Ruleset covering algorithms for explainable machine learning

These details have not been verified by PyPI

Project links

Homepage

Project description

wittgenstein

And is there not also the case where we play and--make up the rules as we go along? -Ludwig Wittgenstein

the duck-rabbit

Summary

This package implements two iterative coverage-based ruleset algorithms: IREP and RIPPERk.

Performance is similar to sklearn's DecisionTree CART implementation (see Performance Tests).
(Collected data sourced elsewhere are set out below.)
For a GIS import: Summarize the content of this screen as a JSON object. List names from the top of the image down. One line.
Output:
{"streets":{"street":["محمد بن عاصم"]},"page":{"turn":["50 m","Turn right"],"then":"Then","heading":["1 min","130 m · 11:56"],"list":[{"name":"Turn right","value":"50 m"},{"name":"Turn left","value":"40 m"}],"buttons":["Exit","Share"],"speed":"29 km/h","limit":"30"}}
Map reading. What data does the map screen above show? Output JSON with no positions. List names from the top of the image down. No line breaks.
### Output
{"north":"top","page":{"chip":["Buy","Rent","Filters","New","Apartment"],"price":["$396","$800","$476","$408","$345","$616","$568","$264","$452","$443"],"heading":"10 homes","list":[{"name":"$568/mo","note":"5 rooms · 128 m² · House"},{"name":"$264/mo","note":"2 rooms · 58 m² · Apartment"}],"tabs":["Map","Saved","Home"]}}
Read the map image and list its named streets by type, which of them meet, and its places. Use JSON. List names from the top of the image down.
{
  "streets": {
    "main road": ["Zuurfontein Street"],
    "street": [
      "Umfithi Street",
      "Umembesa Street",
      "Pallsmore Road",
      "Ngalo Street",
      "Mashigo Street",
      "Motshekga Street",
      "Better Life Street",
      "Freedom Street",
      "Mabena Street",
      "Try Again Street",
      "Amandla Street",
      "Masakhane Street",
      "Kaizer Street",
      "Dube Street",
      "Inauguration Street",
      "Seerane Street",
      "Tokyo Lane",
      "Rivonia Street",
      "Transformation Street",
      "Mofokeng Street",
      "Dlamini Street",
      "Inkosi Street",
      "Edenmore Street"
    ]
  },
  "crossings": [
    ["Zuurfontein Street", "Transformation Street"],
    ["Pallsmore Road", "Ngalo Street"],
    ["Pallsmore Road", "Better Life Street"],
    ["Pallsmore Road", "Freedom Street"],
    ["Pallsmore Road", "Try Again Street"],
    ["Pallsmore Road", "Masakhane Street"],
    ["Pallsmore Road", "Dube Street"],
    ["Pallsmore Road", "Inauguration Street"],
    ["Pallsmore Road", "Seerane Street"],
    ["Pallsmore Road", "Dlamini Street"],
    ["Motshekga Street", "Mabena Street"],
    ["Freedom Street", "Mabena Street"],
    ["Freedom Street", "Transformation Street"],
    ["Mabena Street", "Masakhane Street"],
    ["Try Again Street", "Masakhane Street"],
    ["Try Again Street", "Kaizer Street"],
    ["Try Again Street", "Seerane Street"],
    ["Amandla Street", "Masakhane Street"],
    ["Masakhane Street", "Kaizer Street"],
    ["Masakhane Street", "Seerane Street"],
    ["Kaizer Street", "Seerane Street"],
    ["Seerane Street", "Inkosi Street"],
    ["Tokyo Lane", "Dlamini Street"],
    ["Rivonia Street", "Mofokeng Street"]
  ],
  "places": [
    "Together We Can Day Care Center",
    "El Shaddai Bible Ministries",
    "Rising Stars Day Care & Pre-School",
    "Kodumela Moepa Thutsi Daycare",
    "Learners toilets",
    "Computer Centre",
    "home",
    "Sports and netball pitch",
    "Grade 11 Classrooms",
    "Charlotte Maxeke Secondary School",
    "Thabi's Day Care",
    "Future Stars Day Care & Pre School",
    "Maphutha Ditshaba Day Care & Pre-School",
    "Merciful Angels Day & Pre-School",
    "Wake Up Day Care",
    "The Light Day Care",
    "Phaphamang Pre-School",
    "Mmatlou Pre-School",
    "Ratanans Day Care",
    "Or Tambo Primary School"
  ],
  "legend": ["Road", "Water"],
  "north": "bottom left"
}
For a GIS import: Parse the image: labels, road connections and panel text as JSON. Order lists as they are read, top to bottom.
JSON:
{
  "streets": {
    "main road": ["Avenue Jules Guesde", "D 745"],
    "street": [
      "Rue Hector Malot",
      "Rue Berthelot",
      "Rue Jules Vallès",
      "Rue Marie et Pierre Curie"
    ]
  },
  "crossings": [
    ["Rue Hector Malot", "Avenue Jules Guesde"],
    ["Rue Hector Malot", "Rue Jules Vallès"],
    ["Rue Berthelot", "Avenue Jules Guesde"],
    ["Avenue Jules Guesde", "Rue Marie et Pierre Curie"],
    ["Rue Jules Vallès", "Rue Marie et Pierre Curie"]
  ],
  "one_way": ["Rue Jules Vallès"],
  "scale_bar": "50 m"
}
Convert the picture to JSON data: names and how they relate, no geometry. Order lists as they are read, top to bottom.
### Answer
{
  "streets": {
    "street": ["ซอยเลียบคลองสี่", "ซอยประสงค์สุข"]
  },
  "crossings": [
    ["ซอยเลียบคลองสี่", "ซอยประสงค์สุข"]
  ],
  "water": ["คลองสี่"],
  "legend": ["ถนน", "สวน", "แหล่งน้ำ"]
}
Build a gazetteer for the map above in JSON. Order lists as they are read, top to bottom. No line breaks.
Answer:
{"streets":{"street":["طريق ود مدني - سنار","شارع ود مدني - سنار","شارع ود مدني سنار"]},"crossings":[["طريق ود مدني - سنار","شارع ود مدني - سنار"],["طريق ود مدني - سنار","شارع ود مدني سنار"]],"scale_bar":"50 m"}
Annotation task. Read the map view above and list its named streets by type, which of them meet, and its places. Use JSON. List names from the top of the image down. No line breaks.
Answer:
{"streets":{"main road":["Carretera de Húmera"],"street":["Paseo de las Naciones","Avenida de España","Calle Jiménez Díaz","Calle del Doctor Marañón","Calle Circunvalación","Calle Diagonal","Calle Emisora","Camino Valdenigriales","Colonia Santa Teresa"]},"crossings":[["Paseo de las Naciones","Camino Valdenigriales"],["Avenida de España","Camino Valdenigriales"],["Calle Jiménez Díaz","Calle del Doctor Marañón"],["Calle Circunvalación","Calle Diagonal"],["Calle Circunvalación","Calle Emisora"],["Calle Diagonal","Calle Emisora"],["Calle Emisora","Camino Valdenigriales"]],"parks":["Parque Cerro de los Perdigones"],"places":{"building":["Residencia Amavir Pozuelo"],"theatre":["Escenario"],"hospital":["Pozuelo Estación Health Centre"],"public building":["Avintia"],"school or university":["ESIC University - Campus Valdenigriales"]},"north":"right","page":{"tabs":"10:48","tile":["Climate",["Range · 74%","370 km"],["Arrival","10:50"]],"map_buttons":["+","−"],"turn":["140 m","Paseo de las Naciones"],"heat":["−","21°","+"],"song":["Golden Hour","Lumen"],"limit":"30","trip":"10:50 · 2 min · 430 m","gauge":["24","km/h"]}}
For explanation of the algorithms, see my article in Towards Data Science, or the papers below, under Useful References.

Installation

To install, use

$ pip install wittgenstein

To uninstall, use

$ pip uninstall wittgenstein

Requirements

pandas
numpy
python version>=3.6

Usage

Training

Usage syntax is similar to sklearn's. Once you have loaded and split your data...

>>> import pandas as pd
>>> df = pd.read_csv(dataset_filename)
>>> from sklearn.model_selection import train_test_split # Or any other mechanism you want to use for data partitioning
>>> train, test = train_test_split(df, test_size=.33)

We can fit a ruleset classifier using RIPPER or IREP.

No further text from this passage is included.